_Assignment_
In the entries below, find each line with the word "list" and pull it out.

<<<<

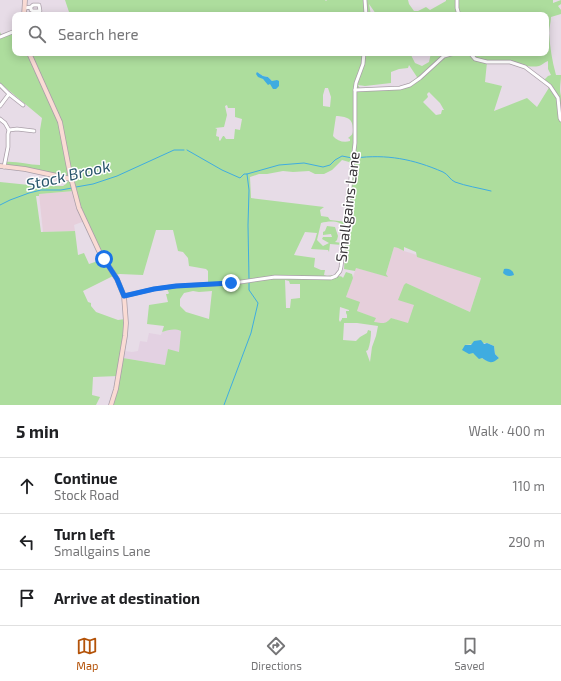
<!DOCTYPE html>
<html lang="en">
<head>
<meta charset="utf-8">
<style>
	body { margin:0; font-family:"Exo 2",sans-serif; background:#f2f2f2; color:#202124 }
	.stop { position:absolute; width:12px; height:12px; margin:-9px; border:3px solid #1a73e8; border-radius:50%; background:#fff }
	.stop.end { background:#1a73e8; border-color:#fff; box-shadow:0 1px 4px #0008 }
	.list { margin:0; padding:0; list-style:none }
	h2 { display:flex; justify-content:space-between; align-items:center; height:52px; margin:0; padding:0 16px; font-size:17px }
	h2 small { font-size:13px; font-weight:400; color:#757577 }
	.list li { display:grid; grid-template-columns:26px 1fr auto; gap:12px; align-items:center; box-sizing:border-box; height:56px; padding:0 16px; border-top:1px solid #e0e0e0 }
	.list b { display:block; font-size:15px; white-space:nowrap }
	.list p { margin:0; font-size:13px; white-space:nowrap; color:#757577 }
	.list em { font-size:13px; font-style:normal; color:#757577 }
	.icon { flex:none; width:22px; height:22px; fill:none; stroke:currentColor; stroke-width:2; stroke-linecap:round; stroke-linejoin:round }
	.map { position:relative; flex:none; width:561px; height:405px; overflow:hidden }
	.search { position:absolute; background:#fff; box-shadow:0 2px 10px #0003; left:12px; right:12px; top:12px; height:44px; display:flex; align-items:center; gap:10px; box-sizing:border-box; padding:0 14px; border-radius:8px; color:#757577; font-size:15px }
	.sheet { height:220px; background:#fff }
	nav { display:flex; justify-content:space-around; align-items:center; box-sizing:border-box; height:56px; border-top:1px solid #e0e0e0; background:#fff; font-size:11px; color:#757577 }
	nav a { display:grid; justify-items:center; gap:2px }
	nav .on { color:#b45309 }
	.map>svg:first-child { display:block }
</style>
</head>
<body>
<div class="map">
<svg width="561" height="405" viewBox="0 0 561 405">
	<rect width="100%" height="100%" fill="#e7dce7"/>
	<g fill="#e6cfdb">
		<path d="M74,191l11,30 -11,4 1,6 -32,1 -4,-38z"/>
		<path d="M394,247l4,1 6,3 13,4 1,2 63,21 -11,34 -64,-29 -1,2 10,20 -7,19 -17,-6 -2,3 -5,3 -10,-2 1,-4 -18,-7 -11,-14 10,-29 31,8 -1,-2z"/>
	</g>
	<path fill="#e3d1e2" d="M173,329h3l5,2 -2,21 -14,13 -42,-7 2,-7 7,1 6,-1 2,-10 7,1 2,-9 12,2 1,-3z"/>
	<path fill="#addd9d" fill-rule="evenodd" d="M65,0h260l1,1 1,-1h81l1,4 5,7h4l8,-4 4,3 16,-9v-1h107v3l8,-3v4l-3,2 3,4v4l-10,3c0,5 -2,11 -2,16 1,14 3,28 7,42h5c0,8 -2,13 0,21v309h-448l5,-15v-14l-25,1 -1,18 8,2 -4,8h-96v-223l39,4h24l3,-2 3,-4 3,1 1,2 2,-1 -2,-10h-3l1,7 -67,-12 1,-5c12,-1 23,3 35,3v-35l2,-12 -42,-35v-51l2,4 13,-5v22h395l5,10 7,3 7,-4 2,-9h115v-38h-160v-2l-7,2 -3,-1 -7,-10 2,11h-301zM510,61c9,3 19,7 29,5 3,-1 6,-4 9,-5v8l3,6 -3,1 -5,5 7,5 -13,21 -10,-9 -33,13 8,-25 -17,-4 2,-20zM409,65l8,12 -4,6 -13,5 -39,2 -3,-5 7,1 26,-3v-11l8,-3 9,-1zM257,72l6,4 5,1 4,4h7v5c-11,-2 -15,-5 -22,-14zM325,88h3l3,9 -1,10 -7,-1v-11zM429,92l11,11 4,7h-2l-1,4 -5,1 -13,-13 5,-5 -1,-3zM227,105l1,3h7v9l7,2 -2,11 -5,-1 -1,10h-8l-2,-3h-1l-3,5 -1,-1v-3l-3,-1 1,-7 -2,-1 9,-1 3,-12 -2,-9zM336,116c10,1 17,1 17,14 0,4 -1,5 -5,8l2,1v2c-6,2 -13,0 -17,-5zM342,160l7,2 2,4 -4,37 1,15h2l4,5 -3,8h-3l-1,-1 -3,22 1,3 -1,14 11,2 1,-3 32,9 -2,-3 8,-27 4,1 6,3v-4l12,5 1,5 64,21 -11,34 -64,-29 -2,2 -6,15 16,5 -6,18 -17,-5c-6,7 -8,5 -17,4l2,-4 -19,-7 3,-9 -14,-5 7,-19 -1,-4 -6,-2 -3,6c-2,-3 -5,-1 -8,-3l-8,1 -3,-1 1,-5h-4l-7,-3 1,-9 -21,-3 11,-23 12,1 -2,7 -4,9 17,1 1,2 1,-8 12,1v-2l-7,-1 2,-2 1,-4 -3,-9 -8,-1 -2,5 -2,1v3l8,-1 1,3h-9l-1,2 7,4 -6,3 -6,-6 4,-17c8,-2 20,-3 24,5l2,-6 -17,-2 -2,-3 -7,-1 -1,-6 4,-3 -41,-5 -32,-4 -1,-21 9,-3h8l16,-3 10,1 16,-1 6,3h9l8,-4zM74,191l30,68 -15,5 -5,-11 -6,2 -3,-24 -34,1 -5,-36h3v-2zM156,230h17l5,21 5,1 5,6 1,8 17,3 2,2v14l-42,2 3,6 -1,1h-2l2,8 -19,3 -2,19 17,2 -2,6c7,-2 12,-4 19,-1l-2,21 -11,-3 -3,16 -42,-7 2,-39 -7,1 -22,-8 -5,-6v-3l-3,-1 -5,-11 32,-16 5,-1 23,1zM285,280l4,1 1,3h10v14l-9,1 -1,9h-4v-1zM193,291l6,1 13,-1 -3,28 -23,-7 -6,-6v-7l4,-6zM340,307l9,3v1h-3v2l1,2v3h-5v1l-2,3 -1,-2zM344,323h13l21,3 -2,10 -4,11 -2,15 -4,-11 2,-1c2,-6 3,-12 3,-19l-3,-1 -1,3 -7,4 -4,4 -13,-1zM487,343l7,3 1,8 4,4 -12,3 -14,-8 -8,-8z"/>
	<g fill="#3face0">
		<path d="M257,72l6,4 5,1 4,4 5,-1 2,1v5l-3,3h-3l-3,-5 -2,1 -5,-6 -5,-2 -2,-3z"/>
		<path d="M504,269c4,-1 6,0 9,3l1,3c-5,2 -8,1 -11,-2z"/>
		<path d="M481,340l3,4 3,-1 7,3 1,8 4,4c-7,6 -10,5 -17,0l-3,1 -6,-6 -4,1 -7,-4 3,-5h6l3,-4z"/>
	</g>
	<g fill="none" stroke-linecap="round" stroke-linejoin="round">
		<g stroke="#3face0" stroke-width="1">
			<path d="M187,150l35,20 18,8 4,-4h3l32,-9 25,-2 19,4 7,-2 5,-5 7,-4 10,2"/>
			<path d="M355,158c32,-4 58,1 88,14 5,2 7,8 12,10 11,4 24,6 36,9"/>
			<path d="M247,174l2,16 -1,35 1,54"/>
			<path d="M76,187l17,-3 24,-8 57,-26h10"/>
			<path d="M0,205l10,-5 19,-7 12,-3h20l11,-2"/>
			<path d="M224,405l27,-72 7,-30 -9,-13v-8"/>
		</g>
		<defs>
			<g id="street">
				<path d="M365,0l1,15"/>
				<path d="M457,0v8l2,7"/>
				<path d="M25,8l6,-1 2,-2h6l1,6h-7l-2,-1v-3"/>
				<path d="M0,37l15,-6"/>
				<path d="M470,53l5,6 12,3h23l15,5 25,19 8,12 2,20 1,2"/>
				<path d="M0,85l9,9"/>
				<path d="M355,90l45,-2 10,-3 10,-7 24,-22 11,-3"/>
				<path d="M0,106l9,-12 14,11"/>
				<path d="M0,119l5,4 4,7 -1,4v13l-4,20"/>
				<path d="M9,130l8,-1 17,2"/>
				<path d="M124,296l30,-7 23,-3 57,-3 41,-6 56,1 5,-2 4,-5 1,-4 6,-48 4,-42 4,-34v-53l1,-7 7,-19 1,-11"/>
			</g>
			<g id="secondary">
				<path d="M24,15l1,-15"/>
				<path d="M29,53l31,69 10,52 9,34 20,43 18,28 7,17 2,27 -1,13 -9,53 -5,16"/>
				<path d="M0,166l25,3 46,10"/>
			</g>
		</defs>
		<use href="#street" stroke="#aa9fa9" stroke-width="4.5"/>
		<use href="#secondary" stroke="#aa9fa9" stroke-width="5.5"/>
		<use href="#street" stroke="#fff" stroke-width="3"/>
		<use href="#secondary" stroke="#fadbd4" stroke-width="4"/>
	</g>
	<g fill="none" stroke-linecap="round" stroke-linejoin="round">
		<path stroke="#1a73e8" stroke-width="5" d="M104,259l13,20 7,17 30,-7 22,-3 55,-3"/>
	</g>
	<g text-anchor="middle" stroke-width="3" stroke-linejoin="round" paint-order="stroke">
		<g font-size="15" fill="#3a363a" stroke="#fff">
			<text transform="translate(348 207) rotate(-83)" y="5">Smallgains Lane</text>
		</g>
		<g font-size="16" font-style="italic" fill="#29556b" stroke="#fff">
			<text transform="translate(68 175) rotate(-13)" y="6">Stock Brook</text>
		</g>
	</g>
</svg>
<div class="stop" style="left:104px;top:259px"></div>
<div class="stop end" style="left:231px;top:283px"></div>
<div class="search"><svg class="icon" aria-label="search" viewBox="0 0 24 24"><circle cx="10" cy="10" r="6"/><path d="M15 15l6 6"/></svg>Search here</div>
</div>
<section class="sheet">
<h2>5 min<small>Walk · 400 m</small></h2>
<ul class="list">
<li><svg class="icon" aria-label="ahead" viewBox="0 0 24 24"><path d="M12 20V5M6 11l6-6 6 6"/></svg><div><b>Continue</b><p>Stock Road</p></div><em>110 m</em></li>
<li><svg class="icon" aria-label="left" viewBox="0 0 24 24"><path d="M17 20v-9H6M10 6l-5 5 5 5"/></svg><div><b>Turn left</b><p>Smallgains Lane</p></div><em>290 m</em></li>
<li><svg class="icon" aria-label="arrive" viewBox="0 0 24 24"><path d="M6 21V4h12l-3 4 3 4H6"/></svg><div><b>Arrive at destination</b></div></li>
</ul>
</section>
<nav>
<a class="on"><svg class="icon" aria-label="map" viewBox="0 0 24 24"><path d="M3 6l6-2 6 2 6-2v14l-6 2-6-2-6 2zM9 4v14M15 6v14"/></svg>Map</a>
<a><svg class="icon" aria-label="directions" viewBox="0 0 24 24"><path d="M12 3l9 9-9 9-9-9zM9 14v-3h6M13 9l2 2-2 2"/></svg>Directions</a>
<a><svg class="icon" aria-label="saved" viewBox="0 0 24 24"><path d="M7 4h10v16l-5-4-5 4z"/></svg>Saved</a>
</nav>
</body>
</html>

>>>>

_Exercise answer_
	.list { margin:0; padding:0; list-style:none }
	.list li { display:grid; grid-template-columns:26px 1fr auto; gap:12px; align-items:center; box-sizing:border-box; height:56px; padding:0 16px; border-top:1px solid #e0e0e0 }
	.list b { display:block; font-size:15px; white-space:nowrap }
	.list p { margin:0; font-size:13px; white-space:nowrap; color:#757577 }
	.list em { font-size:13px; font-style:normal; color:#757577 }
<ul class="list">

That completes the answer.